Thursday, December 17, 2009

I dream of paint.

...on account of how much of it I've been doing. What's it been? A month since I started? Blech. Another couple of hours at it and I'll be finished for good. I do not recommend spreading such a project over a long period of time. On the plus side, I do think my posterior is slightly more pert from all that up & down on the ladder... ;o)

We've been delegated to home line care due to Kaleb's remaining little lumen clotting faster than they can get the magic juice in on their regular schedule. I kind of like playing nurse - feel pretty comfortable with it, after watching and assisting for the last five months.

I can hardly believe there's only one more round to go. The weight of impending massive relief pins my emotions down quite tidily, which appeals to my sense of order. I know I'll have my complete crumble at some point and every once in a while I feel those unruly sentiments threatening my productivity.
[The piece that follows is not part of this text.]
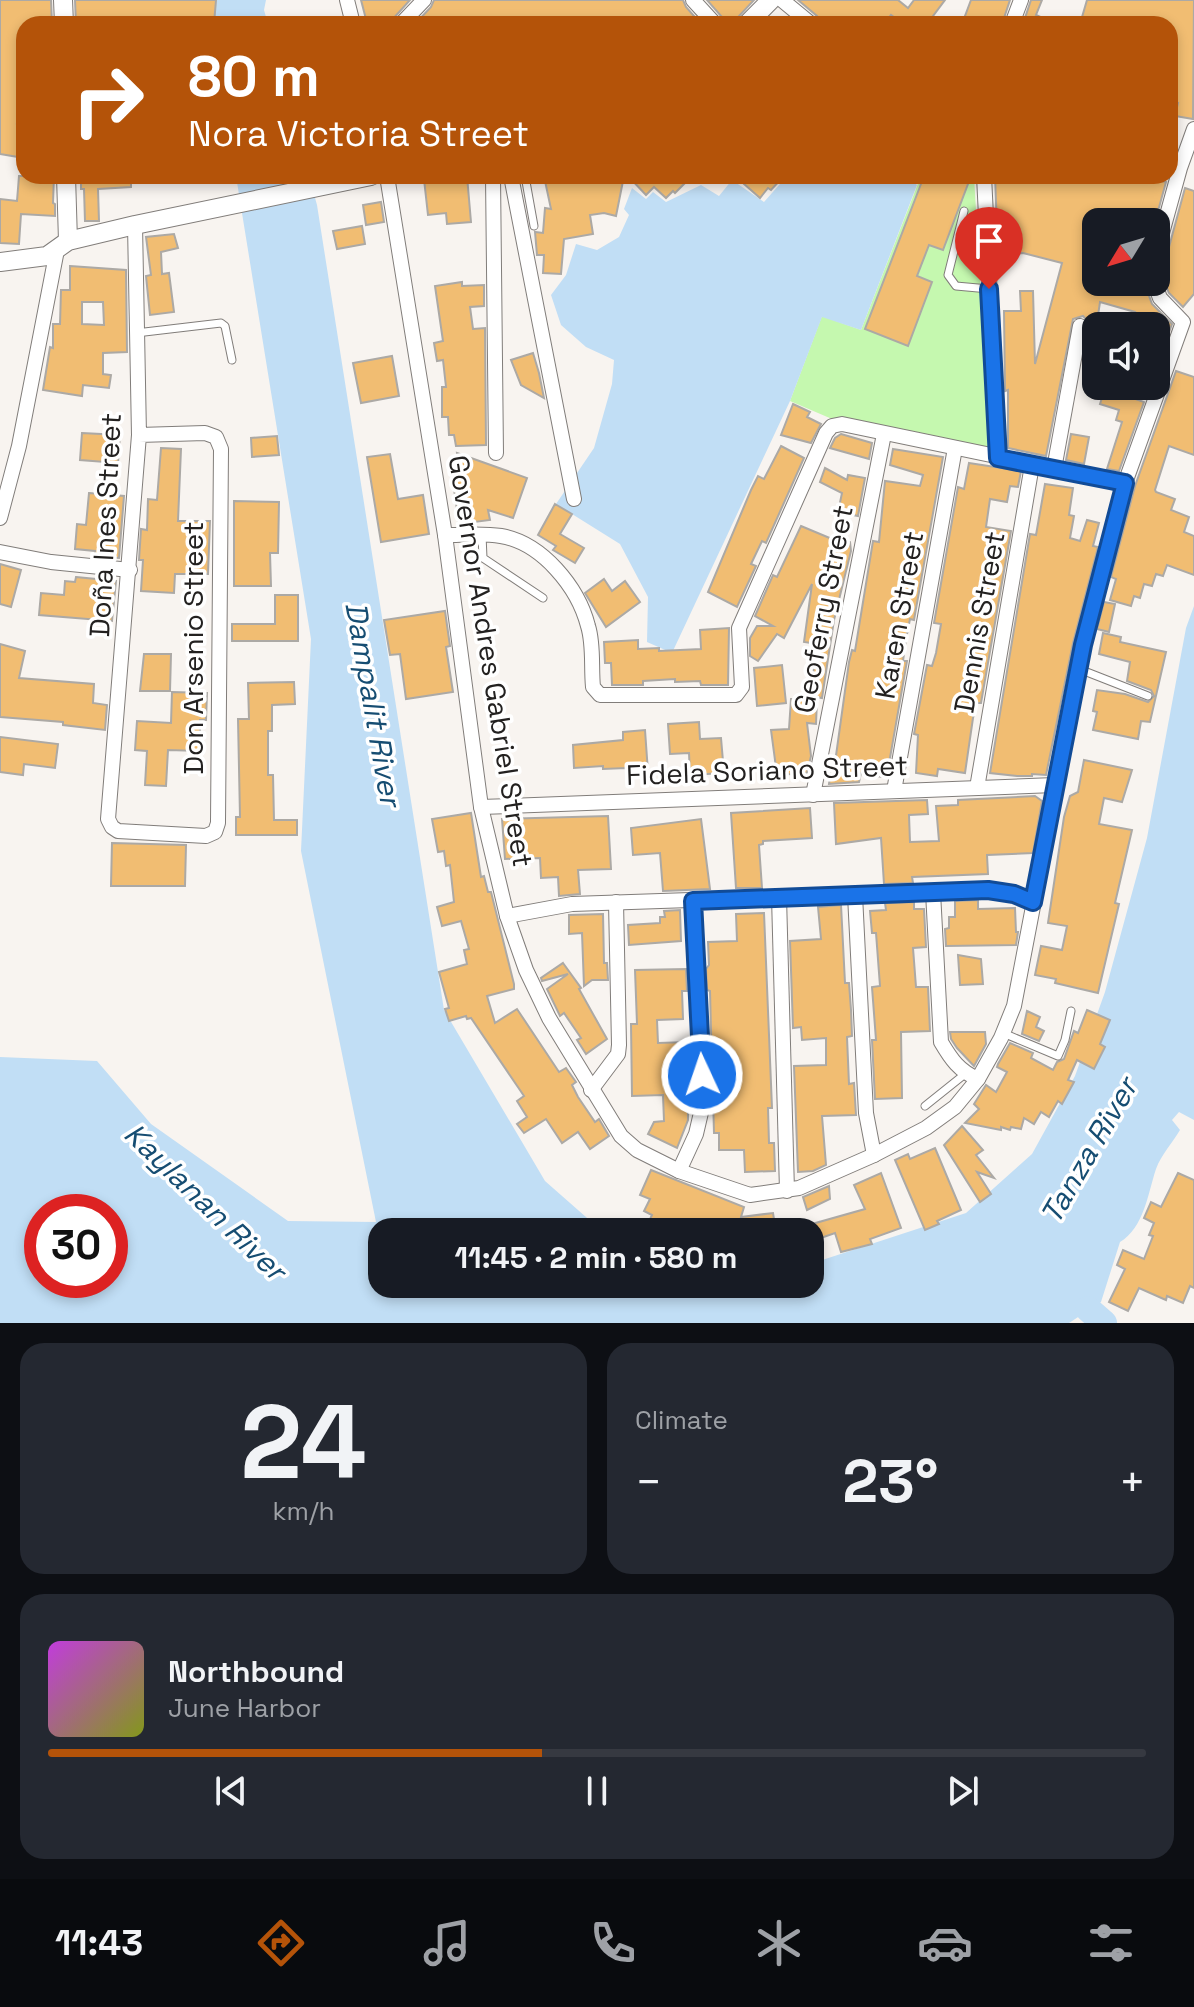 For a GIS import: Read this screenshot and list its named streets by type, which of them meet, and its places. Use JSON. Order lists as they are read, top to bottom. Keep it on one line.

I stare at something so wholly "healthy child" of Kaleb's like some silly toy and the cracks pop and hiss across my thin veneer. As the end dances its little strip tease before us, my white-knuckle grip finds less and less purchase. I just hope I can have my little moment, pull everything together and truck on without too much nonsense.

I often think of the many loved ones with their own mountains set before them. Like my own personal news-ticker, the constant reel through my mind holds a solid perspective before me. You each know who you are. We love you and TeamEmms is chearing you all on.